ABOUT THIS EXERCISE: Your task is to extract every entry that follows word for word while excluding the pictures.
[[ STUDY MATERIAL open ]]
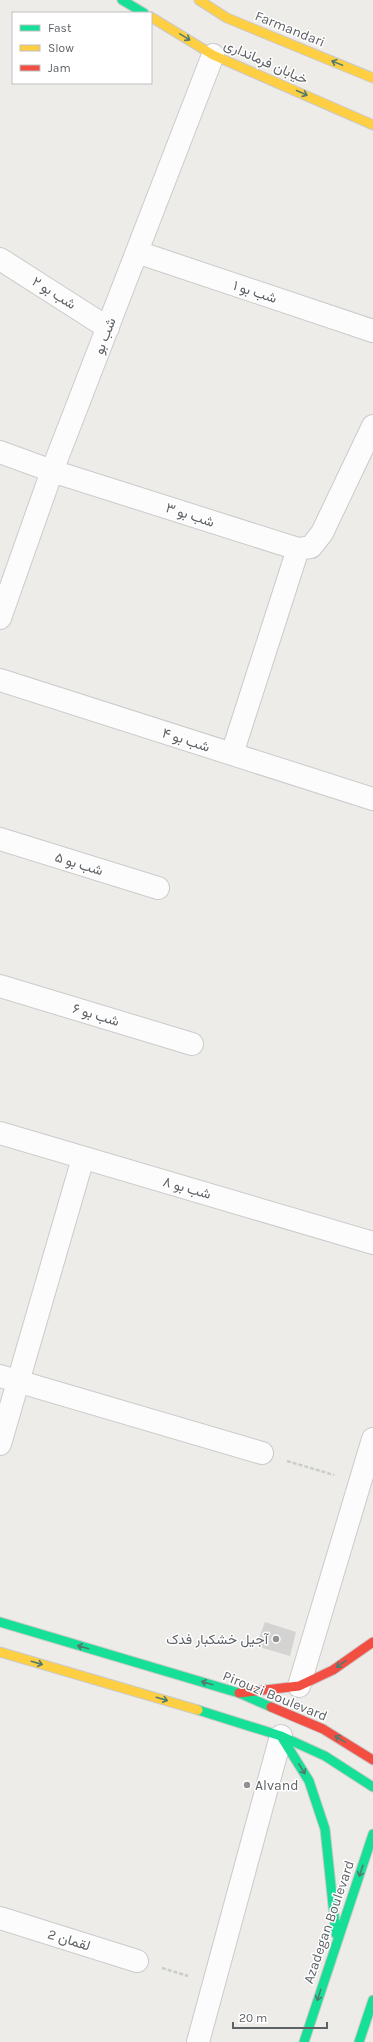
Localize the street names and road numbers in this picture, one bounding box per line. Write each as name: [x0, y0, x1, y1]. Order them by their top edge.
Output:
street label: Farmandari: [252, 7, 328, 51]
street label: خیابان فرمانداری: [221, 36, 311, 88]
street label: شب بو ۲: [29, 273, 79, 313]
street label: شب بو ۱: [231, 277, 279, 307]
street label: شب بو: [90, 315, 120, 357]
street label: شب بو ۳: [163, 499, 217, 531]
street label: شب بو ۴: [160, 724, 212, 756]
street label: شب بو ۵: [53, 849, 105, 879]
street label: شب بو ۶: [71, 1000, 121, 1030]
street label: شب بو ۸: [161, 1173, 213, 1203]
street label: Pirouzi Boulevard: [220, 1667, 330, 1725]
street label: Azadegan Boulevard: [300, 1858, 358, 1986]
street label: لقمان 2: [46, 1925, 92, 1955]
[[ STUDY MATERIAL closed ]]
SOLUTION:
Localize the street names and road numbers in this picture, one bounding box per line. Write each as name: [x0, y0, x1, y1]. Order them by their top edge.
Output:
street label: Farmandari: [252, 7, 328, 51]
street label: خیابان فرمانداری: [221, 36, 311, 88]
street label: شب بو ۲: [29, 273, 79, 313]
street label: شب بو ۱: [231, 277, 279, 307]
street label: شب بو: [90, 315, 120, 357]
street label: شب بو ۳: [163, 499, 217, 531]
street label: شب بو ۴: [160, 724, 212, 756]
street label: شب بو ۵: [53, 849, 105, 879]
street label: شب بو ۶: [71, 1000, 121, 1030]
street label: شب بو ۸: [161, 1173, 213, 1203]
street label: Pirouzi Boulevard: [220, 1667, 330, 1725]
street label: Azadegan Boulevard: [300, 1858, 358, 1986]
street label: لقمان 2: [46, 1925, 92, 1955]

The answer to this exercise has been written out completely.